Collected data
=== Begin Enclosure ===

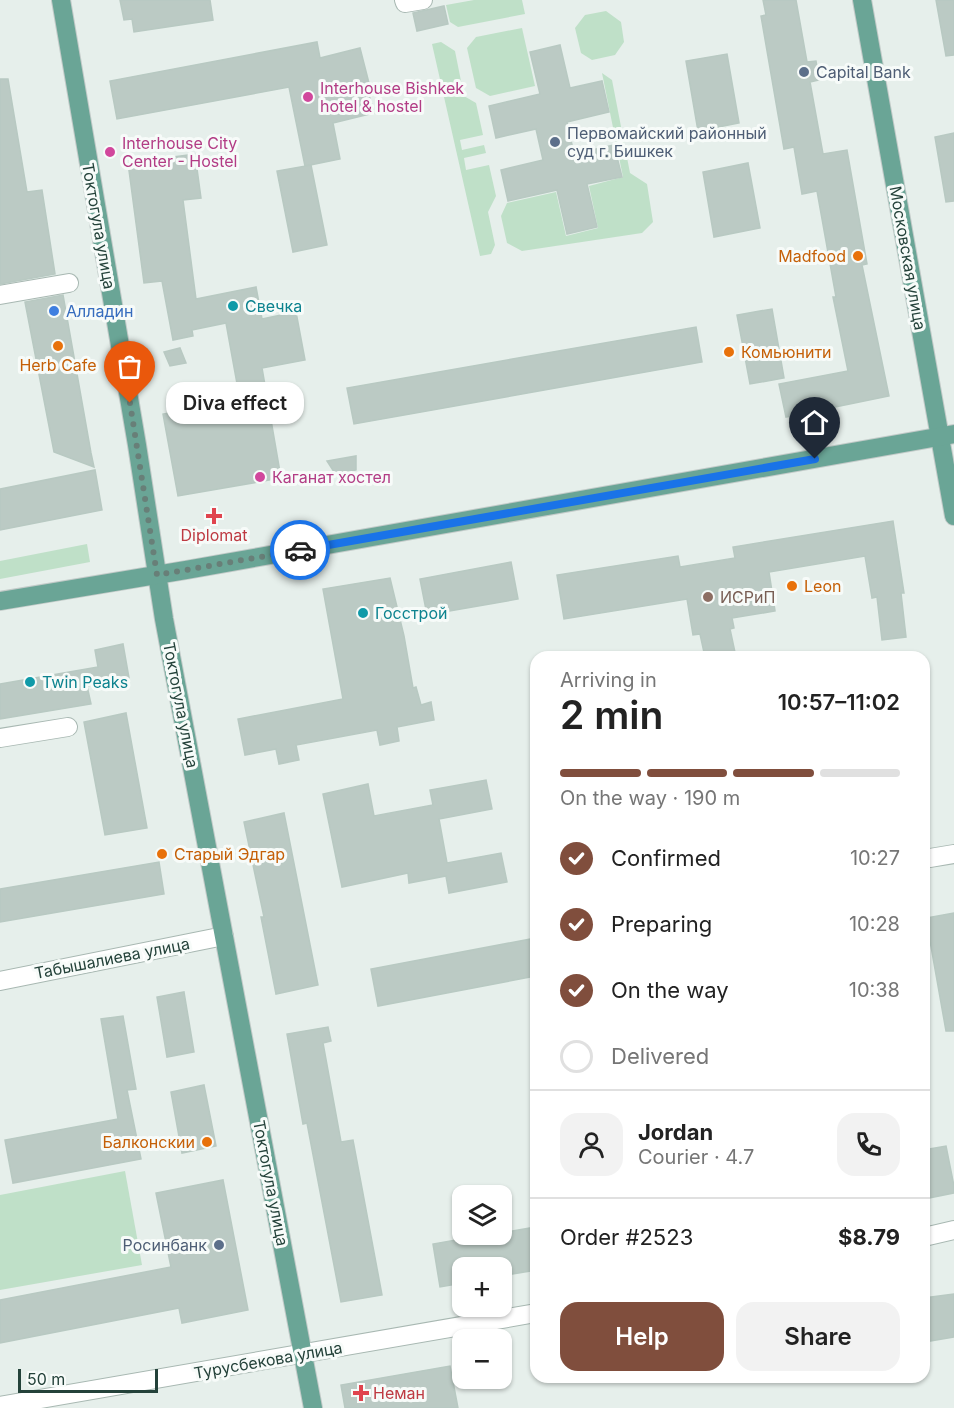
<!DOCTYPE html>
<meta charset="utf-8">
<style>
:root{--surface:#fff;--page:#f2f2f2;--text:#222;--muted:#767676;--line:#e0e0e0;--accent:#804e3d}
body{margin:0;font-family:Inter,sans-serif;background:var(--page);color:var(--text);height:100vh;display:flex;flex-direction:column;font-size:22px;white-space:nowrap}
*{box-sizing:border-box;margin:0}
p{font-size:20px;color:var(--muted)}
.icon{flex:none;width:33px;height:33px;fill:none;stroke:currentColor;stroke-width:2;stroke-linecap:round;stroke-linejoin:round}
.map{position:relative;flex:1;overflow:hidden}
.side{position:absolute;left:530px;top:651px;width:400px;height:732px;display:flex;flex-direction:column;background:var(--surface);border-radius:18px;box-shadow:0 2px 4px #0004}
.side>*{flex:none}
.tools{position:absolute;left:452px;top:1185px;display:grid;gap:12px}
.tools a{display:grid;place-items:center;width:60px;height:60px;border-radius:12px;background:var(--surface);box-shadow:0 2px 4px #0004;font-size:30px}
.scale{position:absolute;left:18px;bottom:15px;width:140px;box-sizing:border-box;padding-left:6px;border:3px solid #24423a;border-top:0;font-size:16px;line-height:21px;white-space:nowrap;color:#24423a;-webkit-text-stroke:4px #f7fbf9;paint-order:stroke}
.pin{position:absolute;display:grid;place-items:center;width:51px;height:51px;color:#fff;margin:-62px -26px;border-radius:50% 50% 50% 0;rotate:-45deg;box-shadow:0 0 6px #0007}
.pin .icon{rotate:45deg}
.courier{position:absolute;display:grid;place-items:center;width:60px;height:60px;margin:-30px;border:4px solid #1a73e8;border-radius:50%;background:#fff;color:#222;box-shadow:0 2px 8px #0007}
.bubble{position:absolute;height:42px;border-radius:18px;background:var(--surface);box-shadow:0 2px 4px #0004;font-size:20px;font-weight:600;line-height:42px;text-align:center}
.overview em{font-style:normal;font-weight:600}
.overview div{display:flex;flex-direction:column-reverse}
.overview{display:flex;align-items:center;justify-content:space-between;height:102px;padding:0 30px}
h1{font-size:39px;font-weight:600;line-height:45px}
.bar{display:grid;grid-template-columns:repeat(4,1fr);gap:9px 6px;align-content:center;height:72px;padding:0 30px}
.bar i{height:8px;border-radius:4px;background:var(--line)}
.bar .current{background:var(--accent)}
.bar p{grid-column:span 4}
.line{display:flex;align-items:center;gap:15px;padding:0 30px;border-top:2px solid var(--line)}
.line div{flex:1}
.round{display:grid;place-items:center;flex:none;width:63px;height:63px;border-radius:18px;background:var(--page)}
ol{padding:0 30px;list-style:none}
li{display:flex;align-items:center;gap:18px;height:66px}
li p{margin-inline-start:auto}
li .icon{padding:6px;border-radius:50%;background:var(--accent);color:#fff;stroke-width:4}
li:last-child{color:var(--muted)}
li i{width:33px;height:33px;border:3px solid var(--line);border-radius:50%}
.primary-button{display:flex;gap:12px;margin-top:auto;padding:12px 30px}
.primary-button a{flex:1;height:69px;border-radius:18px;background:var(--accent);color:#fff;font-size:24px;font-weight:600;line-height:69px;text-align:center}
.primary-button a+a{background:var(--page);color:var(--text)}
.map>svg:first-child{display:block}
.green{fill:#bfe0c8}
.building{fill:#bbcac4;stroke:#b8c9c2;stroke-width:1.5}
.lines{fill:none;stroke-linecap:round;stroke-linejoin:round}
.minor-casing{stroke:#a8b8b2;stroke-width:20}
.major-casing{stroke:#c2cac8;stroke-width:20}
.minor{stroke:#fff;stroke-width:18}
.major{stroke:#6aa596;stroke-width:18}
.done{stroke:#687f78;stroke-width:6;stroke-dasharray:0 10.8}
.route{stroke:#1a73e8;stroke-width:8}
.service-dot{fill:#5c6f8a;stroke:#f7fbf9;stroke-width:2}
.hotel-dot{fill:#d1479c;stroke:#f7fbf9;stroke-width:2}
.food-dot{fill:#e8710a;stroke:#f7fbf9;stroke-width:2}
.culture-dot{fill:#0f9aa8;stroke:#f7fbf9;stroke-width:2}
.shop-dot{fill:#3f7fe0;stroke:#f7fbf9;stroke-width:2}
.health-dot{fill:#e0444e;stroke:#f7fbf9;stroke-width:2}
.education-dot{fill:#8d6e63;stroke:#f7fbf9;stroke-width:2}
.labels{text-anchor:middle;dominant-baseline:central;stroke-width:6;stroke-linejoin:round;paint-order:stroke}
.service-label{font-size:16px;fill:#4e5e75;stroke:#f7fbf9;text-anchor:start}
.hotel-label{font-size:16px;fill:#b23c85;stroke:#f7fbf9;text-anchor:start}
.street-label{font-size:16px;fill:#24423a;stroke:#f7fbf9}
.food-label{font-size:16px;fill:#c56008;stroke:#f7fbf9;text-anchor:start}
.culture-label{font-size:16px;fill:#0d838f;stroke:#f7fbf9;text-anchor:start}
.shop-label{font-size:16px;fill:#366cbe;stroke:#f7fbf9;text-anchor:start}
.health-label{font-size:16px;fill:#be3a42;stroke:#f7fbf9}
.education-label{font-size:16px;fill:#785e54;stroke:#f7fbf9;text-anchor:start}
</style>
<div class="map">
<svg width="954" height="1408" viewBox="0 0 954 1408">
<rect width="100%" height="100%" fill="#e6efeb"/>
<g class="green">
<path d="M 474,0 L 522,0 L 525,14 L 458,27 L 450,22 L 446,5 Z"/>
<path d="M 606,11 L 621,22 L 624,42 L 615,55 L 592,60 L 581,53 L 575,28 L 585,15 Z"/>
<path d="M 522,28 L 535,86 L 490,96 L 476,88 L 467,48 L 476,37 Z"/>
<path d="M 441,42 L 455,51 L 464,96 L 476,103 L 483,135 L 460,140 L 462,150 L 484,145 L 486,153 L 464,158 L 466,170 L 489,165 L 496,196 L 488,212 L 495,245 L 491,254 L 480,256 L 432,44 Z"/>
<path d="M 602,73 L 612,80 L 630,173 L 647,184 L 653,222 L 642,233 L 522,251 L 507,243 L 501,216 L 507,203 L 556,192 L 566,236 L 598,228 L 589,186 L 623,177 Z"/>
<path d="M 87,544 L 90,562 L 0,579 L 0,561 Z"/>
<path d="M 125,1171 L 142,1265 L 0,1290 L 0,1195 Z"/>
</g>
<g class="building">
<path d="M 120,0 L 210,0 L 213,20 L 134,32 L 132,19 L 124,20 Z"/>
<path d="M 763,0 L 796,0 L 807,62 L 816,61 L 819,80 L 810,82 L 823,154 L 847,150 L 867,264 L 862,265 L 889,396 L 786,417 L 779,384 L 848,371 L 833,297 L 836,297 L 817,191 L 802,194 L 794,147 L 784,149 L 761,16 L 766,15 Z"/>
<path d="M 936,0 L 954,0 L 954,55 L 946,56 Z"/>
<path d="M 444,6 L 448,24 L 417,31 L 413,13 Z"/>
<path d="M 317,42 L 320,58 L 360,48 L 370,87 L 367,88 L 374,113 L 333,123 L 340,159 L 305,166 L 289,87 L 117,119 L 110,81 Z"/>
<path d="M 560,45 L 570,88 L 602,81 L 609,112 L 567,122 L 574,154 L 614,145 L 622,177 L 587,184 L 597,227 L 567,234 L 557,190 L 508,201 L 501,170 L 543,160 L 536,129 L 496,138 L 489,106 L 540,94 L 530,52 Z"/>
<path d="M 727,54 L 739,123 L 698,131 L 686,61 Z"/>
<path d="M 0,79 L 8,79 L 27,192 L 42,190 L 55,274 L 0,284 Z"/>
<path d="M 954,133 L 954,201 L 946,202 L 935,137 Z"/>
<path d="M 195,154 L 201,198 L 183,200 L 196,299 L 256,287 L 262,319 L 296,312 L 305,360 L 262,368 L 281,478 L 178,496 L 163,414 L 240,400 L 226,323 L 192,330 L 193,336 L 173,340 L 162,281 L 144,283 L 128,163 Z"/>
<path d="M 748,163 L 760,228 L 714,237 L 703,172 Z"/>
<path d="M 311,165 L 327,245 L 293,252 L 277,171 Z"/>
<path d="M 63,295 L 91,453 L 94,467 L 54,452 L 25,302 Z"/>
<path d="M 772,309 L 784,378 L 750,384 L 737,315 Z"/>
<path d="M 696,327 L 702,362 L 354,424 L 347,388 Z"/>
<path d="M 180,348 L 186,363 L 170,366 L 164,352 Z"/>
<path d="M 356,456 L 356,470 L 336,475 L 327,461 Z"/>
<path d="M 95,470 L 102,510 L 0,530 L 0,489 Z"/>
<path d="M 893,521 L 904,593 L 901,593 L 906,637 L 882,640 L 877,597 L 872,598 L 865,556 L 769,572 L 775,611 L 732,618 L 734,628 L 730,629 L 736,657 L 705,657 L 700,634 L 693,635 L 687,599 L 564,619 L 557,575 L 678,556 L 680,567 L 735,558 L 733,547 Z"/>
<path d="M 511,562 L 518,599 L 427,615 L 420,579 Z"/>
<path d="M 390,578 L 404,636 L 413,688 L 416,687 L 421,705 L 431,702 L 434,720 L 397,727 L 399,741 L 380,745 L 377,730 L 296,745 L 299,760 L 279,764 L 276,749 L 245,755 L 238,719 L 343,699 L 323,589 Z"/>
<path d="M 123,644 L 129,678 L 87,686 L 91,704 L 0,719 L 0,684 L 98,667 L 95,650 Z"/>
<path d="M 126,713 L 147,828 L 105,835 L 84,722 Z"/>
<path d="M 486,780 L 492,809 L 439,819 L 447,863 L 501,853 L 507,882 L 449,893 L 446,876 L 409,883 L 408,873 L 342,887 L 323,794 L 368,784 L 374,816 L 433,805 L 430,790 Z"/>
<path d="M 284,813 L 318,985 L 276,994 L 261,917 L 264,917 L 244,822 Z"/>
<path d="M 159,862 L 164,894 L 0,922 L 0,889 Z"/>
<path d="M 954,913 L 954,1031 L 946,1031 L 926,918 Z"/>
<path d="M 536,938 L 536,976 L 378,1006 L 371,969 Z"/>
<path d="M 184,992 L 194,1052 L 167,1057 L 157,997 Z"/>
<path d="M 123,1016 L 136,1089 L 127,1090 L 141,1159 L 13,1183 L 5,1140 L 118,1119 L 101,1019 Z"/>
<path d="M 328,1027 L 331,1041 L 323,1043 L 341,1142 L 353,1140 L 382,1295 L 341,1302 L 307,1123 L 303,1124 L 287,1034 Z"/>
<path d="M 204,1085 L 216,1146 L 182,1153 L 171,1092 Z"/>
<path d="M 946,1146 L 954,1186 L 954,1193 L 924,1199 L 924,1150 Z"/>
<path d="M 223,1180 L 248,1310 L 182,1323 L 179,1308 L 0,1343 L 0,1300 L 171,1267 L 156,1193 Z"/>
<path d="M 536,1227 L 536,1270 L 501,1276 L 501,1268 L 462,1268 L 462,1283 L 440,1287 L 433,1244 L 490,1234 L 501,1234 L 501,1233 Z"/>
<path d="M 954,1294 L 954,1337 L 924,1342 L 924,1298 Z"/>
<path d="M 450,1366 L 458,1408 L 345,1408 L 341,1385 Z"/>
</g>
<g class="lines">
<g class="minor-casing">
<g id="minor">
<path d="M 404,0 L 405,3 L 423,0"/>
<path d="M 0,295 L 69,283"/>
<path d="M 0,738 L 68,727"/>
<path d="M 924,859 L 954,854"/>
<path d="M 0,981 L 224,936"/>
<path d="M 924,1237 L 954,1230"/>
<path d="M 0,1406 L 536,1313"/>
</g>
</g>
<g class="major-casing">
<g id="major">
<path d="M 61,0 L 137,445 L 164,619 L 313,1408"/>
<path d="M 862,0 L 954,516"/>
<path d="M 0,601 L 186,570 L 954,434"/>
</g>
</g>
<use href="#minor" class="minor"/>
<use href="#major" class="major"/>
</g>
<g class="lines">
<path class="done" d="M 130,403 L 157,575 L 300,550"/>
<path class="route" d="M 300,550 L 815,459"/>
</g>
<g class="service-dot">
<circle cx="804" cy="72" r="6"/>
<circle cx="555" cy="142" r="6"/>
<circle cx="219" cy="1245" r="6"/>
</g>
<g class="hotel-dot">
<circle cx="308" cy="97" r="6"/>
<circle cx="110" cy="152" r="6"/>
<circle cx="260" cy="477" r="6"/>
</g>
<g class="food-dot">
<circle cx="858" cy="256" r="6"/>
<circle cx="58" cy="346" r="6"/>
<circle cx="729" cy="352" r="6"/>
<circle cx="792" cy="586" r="6"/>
<circle cx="162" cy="854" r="6"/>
<circle cx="207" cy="1142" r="6"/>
</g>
<g class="culture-dot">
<circle cx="233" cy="306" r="6"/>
<circle cx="363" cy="613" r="6"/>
<circle cx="30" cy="682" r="6"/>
</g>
<circle class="shop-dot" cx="54" cy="311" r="6"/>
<g class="health-dot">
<path d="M211 507h6v6h6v6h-6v6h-6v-6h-6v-6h6z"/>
<path d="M358 1384h6v6h6v6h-6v6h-6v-6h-6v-6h6z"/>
</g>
<circle class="education-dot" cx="708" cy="597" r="6"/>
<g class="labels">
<g class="service-label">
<text x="816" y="72">Capital Bank</text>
<text x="567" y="133">Первомайский районный<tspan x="567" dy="18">суд г. Бишкек</tspan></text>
<text x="207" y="1245" text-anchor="end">Росинбанк</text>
</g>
<g class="hotel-label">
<text x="320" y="88">Interhouse Bishkek<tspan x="320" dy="18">hotel &amp; hostel</tspan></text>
<text x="122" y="143">Interhouse City<tspan x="122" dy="18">Center - Hostel</tspan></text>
<text x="272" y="477">Каганат хостел</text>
</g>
<g class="street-label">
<text transform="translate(99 226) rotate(80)">Токтогула улица</text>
<text transform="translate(908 258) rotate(80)">Московская улица</text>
<text transform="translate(181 705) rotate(79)">Токтогула улица</text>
<text transform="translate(112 958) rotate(-11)">Табышалиева улица</text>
<text transform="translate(271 1183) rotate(79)">Токтогула улица</text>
<text transform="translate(268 1360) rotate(-10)">Турусбекова улица</text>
</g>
<g class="food-label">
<text x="846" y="256" text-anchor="end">Madfood</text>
<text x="741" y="352">Комьюнити</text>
<text x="58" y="365" text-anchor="middle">Herb Cafe</text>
<text x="804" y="586">Leon</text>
<text x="174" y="854">Старый Эдгар</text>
<text x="195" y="1142" text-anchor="end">Балконскии</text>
</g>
<g class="culture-label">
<text x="245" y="306">Свечка</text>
<text x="375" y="613">Госстрой</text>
<text x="42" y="682">Twin Peaks</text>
</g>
<g class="shop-label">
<text x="66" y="311">Алладин</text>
</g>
<g class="health-label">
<text x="214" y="535">Diplomat</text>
<text x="373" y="1393" text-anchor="start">Неман</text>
</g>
<g class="education-label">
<text x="720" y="597">ИСРиП</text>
</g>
</g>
</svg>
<div class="tools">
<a><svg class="icon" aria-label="layers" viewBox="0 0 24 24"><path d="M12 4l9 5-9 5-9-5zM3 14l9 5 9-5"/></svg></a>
<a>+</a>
<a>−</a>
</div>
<div class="scale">50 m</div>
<div class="pin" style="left:130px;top:403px;background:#ea580c"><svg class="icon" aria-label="bag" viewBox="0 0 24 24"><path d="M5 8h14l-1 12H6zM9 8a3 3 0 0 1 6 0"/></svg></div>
<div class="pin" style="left:815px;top:459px;background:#1f2937"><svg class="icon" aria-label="home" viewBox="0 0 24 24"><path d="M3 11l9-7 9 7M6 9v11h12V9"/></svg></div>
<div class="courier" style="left:300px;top:550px"><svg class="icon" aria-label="car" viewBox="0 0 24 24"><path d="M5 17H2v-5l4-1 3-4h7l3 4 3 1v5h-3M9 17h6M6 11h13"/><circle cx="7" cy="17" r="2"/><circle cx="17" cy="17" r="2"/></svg></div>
<div class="bubble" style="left:166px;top:382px;width:138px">Diva effect</div>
<section class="side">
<div class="overview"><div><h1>2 min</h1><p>Arriving in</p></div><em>10:57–11:02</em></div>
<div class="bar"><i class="current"></i><i class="current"></i><i class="current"></i><i></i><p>On the way · 190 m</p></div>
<ol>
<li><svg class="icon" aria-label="check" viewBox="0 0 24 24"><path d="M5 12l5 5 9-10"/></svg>Confirmed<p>10:27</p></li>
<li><svg class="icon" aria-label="check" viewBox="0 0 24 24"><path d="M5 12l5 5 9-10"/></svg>Preparing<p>10:28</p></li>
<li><svg class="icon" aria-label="check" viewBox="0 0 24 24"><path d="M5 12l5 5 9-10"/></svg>On the way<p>10:38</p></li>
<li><i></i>Delivered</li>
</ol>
<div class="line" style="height:108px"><a class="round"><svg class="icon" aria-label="person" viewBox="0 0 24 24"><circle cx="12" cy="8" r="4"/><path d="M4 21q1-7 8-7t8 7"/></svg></a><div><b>Jordan</b><p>Courier · 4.7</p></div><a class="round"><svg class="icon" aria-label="phone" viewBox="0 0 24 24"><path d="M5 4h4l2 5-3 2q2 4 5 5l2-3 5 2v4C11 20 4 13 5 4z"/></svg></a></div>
<div class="line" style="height:78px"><div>Order #2523</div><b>$8.79</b></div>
<div class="primary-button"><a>Help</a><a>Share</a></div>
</section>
</div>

=== End Enclosure ===

*What you need to do*
All lines in the data that contain the word "absolute" should be copied.

*Completed exercise*
.side{position:absolute;left:530px;top:651px;width:400px;height:732px;display:flex;flex-direction:column;background:var(--surface);border-radius:18px;box-shadow:0 2px 4px #0004}
.tools{position:absolute;left:452px;top:1185px;display:grid;gap:12px}
.scale{position:absolute;left:18px;bottom:15px;width:140px;box-sizing:border-box;padding-left:6px;border:3px solid #24423a;border-top:0;font-size:16px;line-height:21px;white-space:nowrap;color:#24423a;-webkit-text-stroke:4px #f7fbf9;paint-order:stroke}
.pin{position:absolute;display:grid;place-items:center;width:51px;height:51px;color:#fff;margin:-62px -26px;border-radius:50% 50% 50% 0;rotate:-45deg;box-shadow:0 0 6px #0007}
.courier{position:absolute;display:grid;place-items:center;width:60px;height:60px;margin:-30px;border:4px solid #1a73e8;border-radius:50%;background:#fff;color:#222;box-shadow:0 2px 8px #0007}
.bubble{position:absolute;height:42px;border-radius:18px;background:var(--surface);box-shadow:0 2px 4px #0004;font-size:20px;font-weight:600;line-height:42px;text-align:center}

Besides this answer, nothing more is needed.